● **What you should do**:
Restate all of the entries verbatim.

● **Data for processing**:
__________

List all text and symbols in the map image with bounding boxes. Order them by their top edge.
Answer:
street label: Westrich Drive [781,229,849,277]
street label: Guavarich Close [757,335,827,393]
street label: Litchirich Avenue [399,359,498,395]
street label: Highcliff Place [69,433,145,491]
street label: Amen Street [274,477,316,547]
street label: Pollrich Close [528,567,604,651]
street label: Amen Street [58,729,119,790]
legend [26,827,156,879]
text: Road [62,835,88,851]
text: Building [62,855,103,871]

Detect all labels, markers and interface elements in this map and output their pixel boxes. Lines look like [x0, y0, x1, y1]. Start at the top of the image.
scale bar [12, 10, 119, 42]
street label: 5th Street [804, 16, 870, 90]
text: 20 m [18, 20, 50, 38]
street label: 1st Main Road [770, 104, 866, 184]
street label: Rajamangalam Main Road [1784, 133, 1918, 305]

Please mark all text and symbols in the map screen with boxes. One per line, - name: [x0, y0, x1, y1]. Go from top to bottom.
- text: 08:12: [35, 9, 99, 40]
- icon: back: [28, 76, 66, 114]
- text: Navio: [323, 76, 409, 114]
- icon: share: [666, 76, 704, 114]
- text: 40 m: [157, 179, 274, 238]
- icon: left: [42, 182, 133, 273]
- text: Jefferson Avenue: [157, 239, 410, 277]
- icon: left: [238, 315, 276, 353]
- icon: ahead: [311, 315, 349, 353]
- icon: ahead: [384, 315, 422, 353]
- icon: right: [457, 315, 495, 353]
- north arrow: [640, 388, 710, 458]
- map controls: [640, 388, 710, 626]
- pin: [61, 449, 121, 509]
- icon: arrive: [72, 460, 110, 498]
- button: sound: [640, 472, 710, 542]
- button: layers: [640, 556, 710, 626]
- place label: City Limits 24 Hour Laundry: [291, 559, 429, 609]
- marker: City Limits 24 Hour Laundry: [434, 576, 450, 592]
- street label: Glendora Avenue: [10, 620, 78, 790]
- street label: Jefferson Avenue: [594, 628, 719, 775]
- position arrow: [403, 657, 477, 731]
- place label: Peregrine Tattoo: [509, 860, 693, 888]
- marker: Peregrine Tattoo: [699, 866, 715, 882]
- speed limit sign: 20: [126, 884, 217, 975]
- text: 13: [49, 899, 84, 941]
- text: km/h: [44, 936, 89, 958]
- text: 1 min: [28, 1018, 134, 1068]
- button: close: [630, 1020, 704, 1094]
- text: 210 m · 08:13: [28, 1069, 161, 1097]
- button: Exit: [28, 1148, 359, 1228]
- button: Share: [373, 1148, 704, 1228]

__________

● **Problem solution**:
List all text and symbols in the map image with bounding boxes. Order them by their top edge.
Answer:
street label: Westrich Drive [781,229,849,277]
street label: Guavarich Close [757,335,827,393]
street label: Litchirich Avenue [399,359,498,395]
street label: Highcliff Place [69,433,145,491]
street label: Amen Street [274,477,316,547]
street label: Pollrich Close [528,567,604,651]
street label: Amen Street [58,729,119,790]
legend [26,827,156,879]
text: Road [62,835,88,851]
text: Building [62,855,103,871]

Detect all labels, markers and interface elements in this map and output their pixel boxes. Lines look like [x0, y0, x1, y1]. Start at the top of the image.
scale bar [12, 10, 119, 42]
street label: 5th Street [804, 16, 870, 90]
text: 20 m [18, 20, 50, 38]
street label: 1st Main Road [770, 104, 866, 184]
street label: Rajamangalam Main Road [1784, 133, 1918, 305]

Please mark all text and symbols in the map screen with boxes. One per line, - name: [x0, y0, x1, y1]. Go from top to bottom.
- text: 08:12: [35, 9, 99, 40]
- icon: back: [28, 76, 66, 114]
- text: Navio: [323, 76, 409, 114]
- icon: share: [666, 76, 704, 114]
- text: 40 m: [157, 179, 274, 238]
- icon: left: [42, 182, 133, 273]
- text: Jefferson Avenue: [157, 239, 410, 277]
- icon: left: [238, 315, 276, 353]
- icon: ahead: [311, 315, 349, 353]
- icon: ahead: [384, 315, 422, 353]
- icon: right: [457, 315, 495, 353]
- north arrow: [640, 388, 710, 458]
- map controls: [640, 388, 710, 626]
- pin: [61, 449, 121, 509]
- icon: arrive: [72, 460, 110, 498]
- button: sound: [640, 472, 710, 542]
- button: layers: [640, 556, 710, 626]
- place label: City Limits 24 Hour Laundry: [291, 559, 429, 609]
- marker: City Limits 24 Hour Laundry: [434, 576, 450, 592]
- street label: Glendora Avenue: [10, 620, 78, 790]
- street label: Jefferson Avenue: [594, 628, 719, 775]
- position arrow: [403, 657, 477, 731]
- place label: Peregrine Tattoo: [509, 860, 693, 888]
- marker: Peregrine Tattoo: [699, 866, 715, 882]
- speed limit sign: 20: [126, 884, 217, 975]
- text: 13: [49, 899, 84, 941]
- text: km/h: [44, 936, 89, 958]
- text: 1 min: [28, 1018, 134, 1068]
- button: close: [630, 1020, 704, 1094]
- text: 210 m · 08:13: [28, 1069, 161, 1097]
- button: Exit: [28, 1148, 359, 1228]
- button: Share: [373, 1148, 704, 1228]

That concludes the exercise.